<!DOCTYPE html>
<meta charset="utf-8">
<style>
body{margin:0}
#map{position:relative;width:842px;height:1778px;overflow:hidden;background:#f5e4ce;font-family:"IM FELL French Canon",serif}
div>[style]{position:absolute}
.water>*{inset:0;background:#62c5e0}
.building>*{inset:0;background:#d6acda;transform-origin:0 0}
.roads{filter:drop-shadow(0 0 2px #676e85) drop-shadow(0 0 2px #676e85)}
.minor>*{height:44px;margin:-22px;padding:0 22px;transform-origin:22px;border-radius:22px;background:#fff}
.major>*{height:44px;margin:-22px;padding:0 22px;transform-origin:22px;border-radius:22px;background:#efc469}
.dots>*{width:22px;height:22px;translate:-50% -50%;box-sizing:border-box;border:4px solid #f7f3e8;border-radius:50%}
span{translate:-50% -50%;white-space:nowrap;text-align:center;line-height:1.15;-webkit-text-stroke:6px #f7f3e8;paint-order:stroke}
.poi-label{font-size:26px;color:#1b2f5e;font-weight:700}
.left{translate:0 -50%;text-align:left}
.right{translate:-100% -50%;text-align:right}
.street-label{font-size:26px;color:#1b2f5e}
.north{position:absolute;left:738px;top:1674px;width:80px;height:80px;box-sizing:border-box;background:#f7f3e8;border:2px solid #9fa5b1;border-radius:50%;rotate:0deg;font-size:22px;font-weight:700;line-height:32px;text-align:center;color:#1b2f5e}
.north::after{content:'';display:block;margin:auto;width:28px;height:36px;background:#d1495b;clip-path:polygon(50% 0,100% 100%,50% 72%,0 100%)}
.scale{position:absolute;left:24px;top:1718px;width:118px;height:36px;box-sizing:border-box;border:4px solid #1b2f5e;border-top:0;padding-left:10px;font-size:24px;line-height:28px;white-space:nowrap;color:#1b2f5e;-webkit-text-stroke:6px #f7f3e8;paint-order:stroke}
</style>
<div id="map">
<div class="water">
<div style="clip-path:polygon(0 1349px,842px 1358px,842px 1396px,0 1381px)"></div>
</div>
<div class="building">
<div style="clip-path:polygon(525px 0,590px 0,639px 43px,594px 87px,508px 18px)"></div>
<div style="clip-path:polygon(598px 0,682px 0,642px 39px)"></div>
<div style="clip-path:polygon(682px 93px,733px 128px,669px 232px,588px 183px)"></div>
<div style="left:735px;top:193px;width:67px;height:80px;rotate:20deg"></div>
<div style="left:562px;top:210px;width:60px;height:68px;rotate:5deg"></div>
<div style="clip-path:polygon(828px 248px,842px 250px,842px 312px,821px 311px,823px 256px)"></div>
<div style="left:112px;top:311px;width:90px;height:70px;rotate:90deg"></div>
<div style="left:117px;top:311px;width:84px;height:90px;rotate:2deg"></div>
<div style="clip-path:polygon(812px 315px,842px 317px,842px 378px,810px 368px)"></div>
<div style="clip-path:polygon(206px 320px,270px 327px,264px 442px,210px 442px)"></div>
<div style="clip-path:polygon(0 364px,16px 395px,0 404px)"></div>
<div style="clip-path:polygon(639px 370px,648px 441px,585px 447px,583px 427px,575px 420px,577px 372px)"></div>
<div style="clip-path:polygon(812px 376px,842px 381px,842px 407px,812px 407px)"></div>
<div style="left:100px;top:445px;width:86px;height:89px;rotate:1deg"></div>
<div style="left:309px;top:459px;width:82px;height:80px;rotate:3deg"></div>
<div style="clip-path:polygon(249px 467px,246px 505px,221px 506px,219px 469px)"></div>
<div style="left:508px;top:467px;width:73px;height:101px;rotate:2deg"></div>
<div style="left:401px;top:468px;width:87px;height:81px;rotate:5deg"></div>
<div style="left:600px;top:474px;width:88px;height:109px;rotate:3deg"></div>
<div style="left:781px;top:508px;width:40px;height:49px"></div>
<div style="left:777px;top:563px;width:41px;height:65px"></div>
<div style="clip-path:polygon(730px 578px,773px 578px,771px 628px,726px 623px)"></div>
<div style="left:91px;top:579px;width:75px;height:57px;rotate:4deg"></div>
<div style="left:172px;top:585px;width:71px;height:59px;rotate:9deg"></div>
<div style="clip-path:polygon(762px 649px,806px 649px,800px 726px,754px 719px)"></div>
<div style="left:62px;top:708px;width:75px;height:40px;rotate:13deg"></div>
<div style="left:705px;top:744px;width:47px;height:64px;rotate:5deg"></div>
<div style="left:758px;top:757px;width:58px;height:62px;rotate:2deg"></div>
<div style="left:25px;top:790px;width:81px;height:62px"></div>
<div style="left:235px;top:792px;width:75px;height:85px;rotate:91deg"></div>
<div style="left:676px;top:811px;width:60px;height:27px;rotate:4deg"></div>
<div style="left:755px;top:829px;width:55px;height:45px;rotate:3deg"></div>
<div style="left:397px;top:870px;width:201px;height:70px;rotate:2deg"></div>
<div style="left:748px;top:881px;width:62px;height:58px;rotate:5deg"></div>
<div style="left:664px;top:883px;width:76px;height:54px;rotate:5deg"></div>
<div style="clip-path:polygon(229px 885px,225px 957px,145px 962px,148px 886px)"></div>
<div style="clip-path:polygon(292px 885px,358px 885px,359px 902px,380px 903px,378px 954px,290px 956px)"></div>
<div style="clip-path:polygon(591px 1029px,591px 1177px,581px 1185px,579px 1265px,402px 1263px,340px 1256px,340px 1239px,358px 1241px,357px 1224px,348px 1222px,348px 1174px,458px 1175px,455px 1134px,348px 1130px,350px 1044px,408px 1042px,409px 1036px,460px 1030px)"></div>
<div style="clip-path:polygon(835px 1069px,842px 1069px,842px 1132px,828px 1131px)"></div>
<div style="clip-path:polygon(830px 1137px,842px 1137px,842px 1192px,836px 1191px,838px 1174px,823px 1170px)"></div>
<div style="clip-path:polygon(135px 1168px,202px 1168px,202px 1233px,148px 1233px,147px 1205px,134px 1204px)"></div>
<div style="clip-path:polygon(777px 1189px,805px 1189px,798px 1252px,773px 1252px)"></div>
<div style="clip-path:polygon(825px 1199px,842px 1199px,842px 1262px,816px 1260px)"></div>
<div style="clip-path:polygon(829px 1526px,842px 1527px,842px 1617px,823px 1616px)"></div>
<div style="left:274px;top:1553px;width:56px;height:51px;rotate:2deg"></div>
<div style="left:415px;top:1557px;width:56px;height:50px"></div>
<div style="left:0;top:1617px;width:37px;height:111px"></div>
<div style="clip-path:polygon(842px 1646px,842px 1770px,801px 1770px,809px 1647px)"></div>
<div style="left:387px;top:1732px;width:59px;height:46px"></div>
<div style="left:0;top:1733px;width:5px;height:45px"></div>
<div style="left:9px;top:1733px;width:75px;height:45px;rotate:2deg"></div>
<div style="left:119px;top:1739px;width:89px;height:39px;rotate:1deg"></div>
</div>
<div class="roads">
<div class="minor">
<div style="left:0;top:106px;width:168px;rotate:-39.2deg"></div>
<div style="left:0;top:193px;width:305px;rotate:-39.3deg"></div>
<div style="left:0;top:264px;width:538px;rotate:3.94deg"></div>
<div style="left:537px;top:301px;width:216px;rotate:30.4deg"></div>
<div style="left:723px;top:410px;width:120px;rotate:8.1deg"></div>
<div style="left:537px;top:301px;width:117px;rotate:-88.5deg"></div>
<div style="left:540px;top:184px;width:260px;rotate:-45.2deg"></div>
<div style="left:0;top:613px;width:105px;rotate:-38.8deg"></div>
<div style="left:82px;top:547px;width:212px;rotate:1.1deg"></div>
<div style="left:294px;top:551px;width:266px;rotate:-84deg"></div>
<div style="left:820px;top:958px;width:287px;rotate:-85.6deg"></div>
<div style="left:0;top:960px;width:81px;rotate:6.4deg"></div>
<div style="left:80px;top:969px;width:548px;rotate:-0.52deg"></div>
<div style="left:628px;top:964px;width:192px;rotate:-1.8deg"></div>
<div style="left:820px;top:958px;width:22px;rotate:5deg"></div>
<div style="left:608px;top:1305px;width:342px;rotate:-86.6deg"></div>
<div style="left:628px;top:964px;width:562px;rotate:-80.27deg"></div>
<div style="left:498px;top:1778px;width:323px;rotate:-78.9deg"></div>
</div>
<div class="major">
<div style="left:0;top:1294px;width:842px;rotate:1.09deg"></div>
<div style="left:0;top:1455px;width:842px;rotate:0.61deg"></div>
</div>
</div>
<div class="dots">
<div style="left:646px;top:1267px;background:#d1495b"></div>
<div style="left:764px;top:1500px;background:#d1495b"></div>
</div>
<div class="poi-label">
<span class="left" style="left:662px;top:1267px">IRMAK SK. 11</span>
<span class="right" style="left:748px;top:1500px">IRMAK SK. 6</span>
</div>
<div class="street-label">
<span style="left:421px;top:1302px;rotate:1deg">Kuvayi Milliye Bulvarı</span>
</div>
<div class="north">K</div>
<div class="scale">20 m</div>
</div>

--- --- ---

> Your task: Your answer should be exactly the lines of the data above, from the first through the line containing "2px #676e85) drop-shadow(0".

> Answer to this task:
<!DOCTYPE html>
<meta charset="utf-8">
<style>
body{margin:0}
#map{position:relative;width:842px;height:1778px;overflow:hidden;background:#f5e4ce;font-family:"IM FELL French Canon",serif}
div>[style]{position:absolute}
.water>*{inset:0;background:#62c5e0}
.building>*{inset:0;background:#d6acda;transform-origin:0 0}
.roads{filter:drop-shadow(0 0 2px #676e85) drop-shadow(0 0 2px #676e85)}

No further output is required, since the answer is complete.